Après un colloque sur la question du lien dans le récit contemporain en langue portugaise (2016) et un autre sur les déclinaisons du postcolonial (2021), le centre d’études sur les pays de langue portugaise de l’Université Bordeaux Montaigne (GIRLUFI - AMERIBER) propose une réflexion sur le lien familial à l’épreuve du contemporain. Il s’agira, plus précisément, d’explorer les questions de transmission et de perpétuation de la mémoire et de l’histoire familiales. L’impact de cette mémoire sur la trajectoire individuelle sera également évalué (DE GAULEJAC, 1999), de même que les liens entre mémoire familiale et mémoire collective (VECCHI, 2018). Les espaces culturels de langue portugaise constituent un laboratoire d’observation des récentes mutations de la famille et des nouvelles représentations qui en découlent, et permettent d’appréhender ces questions dans d’autres aires géoculturelles. En effet, contextes postcoloniaux, migrations, métissages et évolutions sociales spécifiques (familles recomposées, homoparentalité, nouvelles méthodes de procréation…) ont contribué à reconfigurer la famille, questionnant les identités, le rapport au passé, à la mémoire et aux générations précédentes. La production littéraire et artistique autour de ces questions s’avère particulièrement riche de nos jours, et l’un des objectifs de ce colloque est de souligner ce dynamisme, ainsi que les nouveaux éclairages apportés par cette production culturelle sur le monde contemporain.

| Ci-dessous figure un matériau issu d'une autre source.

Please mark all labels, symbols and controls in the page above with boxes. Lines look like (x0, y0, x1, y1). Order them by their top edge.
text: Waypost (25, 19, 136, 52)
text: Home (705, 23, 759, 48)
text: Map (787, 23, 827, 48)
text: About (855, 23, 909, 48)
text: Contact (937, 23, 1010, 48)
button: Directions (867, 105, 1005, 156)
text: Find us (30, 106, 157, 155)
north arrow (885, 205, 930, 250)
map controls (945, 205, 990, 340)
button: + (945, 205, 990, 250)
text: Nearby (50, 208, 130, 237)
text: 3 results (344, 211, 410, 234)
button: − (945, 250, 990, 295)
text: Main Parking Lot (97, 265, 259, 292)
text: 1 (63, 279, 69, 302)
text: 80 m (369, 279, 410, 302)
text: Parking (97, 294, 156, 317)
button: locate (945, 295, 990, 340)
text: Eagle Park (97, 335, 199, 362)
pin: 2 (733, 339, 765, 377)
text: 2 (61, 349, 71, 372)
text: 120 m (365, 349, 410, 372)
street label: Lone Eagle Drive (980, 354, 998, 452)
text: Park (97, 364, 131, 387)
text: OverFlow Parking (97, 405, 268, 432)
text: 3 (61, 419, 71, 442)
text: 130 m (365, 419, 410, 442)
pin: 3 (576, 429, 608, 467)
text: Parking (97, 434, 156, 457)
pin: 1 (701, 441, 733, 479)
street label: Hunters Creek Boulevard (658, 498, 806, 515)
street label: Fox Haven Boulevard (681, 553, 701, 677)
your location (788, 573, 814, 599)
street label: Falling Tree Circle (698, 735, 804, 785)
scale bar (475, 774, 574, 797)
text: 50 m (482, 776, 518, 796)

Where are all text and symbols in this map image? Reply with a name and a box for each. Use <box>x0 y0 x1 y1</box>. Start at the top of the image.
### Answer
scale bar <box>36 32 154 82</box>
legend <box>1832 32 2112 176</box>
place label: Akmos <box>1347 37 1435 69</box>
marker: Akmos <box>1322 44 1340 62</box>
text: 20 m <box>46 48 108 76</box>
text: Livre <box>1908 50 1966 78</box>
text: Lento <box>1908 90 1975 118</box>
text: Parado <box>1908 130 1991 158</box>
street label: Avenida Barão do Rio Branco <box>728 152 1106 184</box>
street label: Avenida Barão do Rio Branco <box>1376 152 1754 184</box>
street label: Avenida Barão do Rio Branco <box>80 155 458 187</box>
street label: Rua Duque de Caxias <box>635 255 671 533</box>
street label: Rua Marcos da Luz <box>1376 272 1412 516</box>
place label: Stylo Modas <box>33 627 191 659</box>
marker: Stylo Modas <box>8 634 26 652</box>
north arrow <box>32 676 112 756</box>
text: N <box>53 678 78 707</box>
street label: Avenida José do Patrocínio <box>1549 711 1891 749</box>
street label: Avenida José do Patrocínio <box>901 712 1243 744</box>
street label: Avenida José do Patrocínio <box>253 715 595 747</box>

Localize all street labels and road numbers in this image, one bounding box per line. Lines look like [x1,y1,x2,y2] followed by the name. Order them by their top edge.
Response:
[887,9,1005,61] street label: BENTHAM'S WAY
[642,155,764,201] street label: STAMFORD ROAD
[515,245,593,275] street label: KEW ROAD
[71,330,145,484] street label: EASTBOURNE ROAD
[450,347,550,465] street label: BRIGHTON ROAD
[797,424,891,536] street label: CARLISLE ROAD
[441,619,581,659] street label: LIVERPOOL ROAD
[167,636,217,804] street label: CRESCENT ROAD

L’approche se veut géographiquement décloisonnée puisque les travaux porteront sur différents pays de langue portugaise, avec un élargissement possible à d’autres cas susceptibles d’éclairer, par contraste ou analogie, les situations propres au monde lusophone.  Il s’agira également de faire intervenir différentes disciplines : les récits et représentations du lien intra/inter/transgénérationnel sont pensés à travers leurs nombreux supports (littérature, témoignages, cinéma, séries, médias…) et mis en rapport avec les évolutions sociales, politiques et historiques des dernières décennies, tout en intégrant d’autres dimensions, notamment psychologiques et mémorielles.

Les réflexions se déclinent autour des cinq axes suivants:

1. Nouvelles formes du récit familial

Depuis les traditionnelles sagas familiales (SMADJA, 2005), l’écriture de l’histoire des familles ne cesse d’évoluer, et ce genre se renouvelle avec dynamisme (MARINHO, 2019), d’autant plus que les supports de la mémoire familiale sont de plus en plus variés. Le roman est supplanté par des récits hybrides qui empruntent à l’autobiographie, à l’autofiction, au roman, au témoignage, sans forcément se déterminer d’un point de vue générique et sans nécessairement préciser leur statut, fictionnel ou référentiel. De même, dans le récit filmique, les frontières entre fiction et documentaire, ou mémoire individuelle et mémoire collective deviennent perméables, donnant une place incontournable aux stratégies narratives métafictionnelles. Les nouvelles technologies (blogs, vlogs, réseaux sociaux…) ont également changé les façons d’écrire l’histoire familiale, et qui sait, peut-être sont-elles en train d’altérer nos perceptions du lien de parenté. Enfin, cette multiplicité de récits contemporains permet de mettre en forme des élaborations psychiques telles que le roman familial (FREUD, 2014 ; ROBERT,1977).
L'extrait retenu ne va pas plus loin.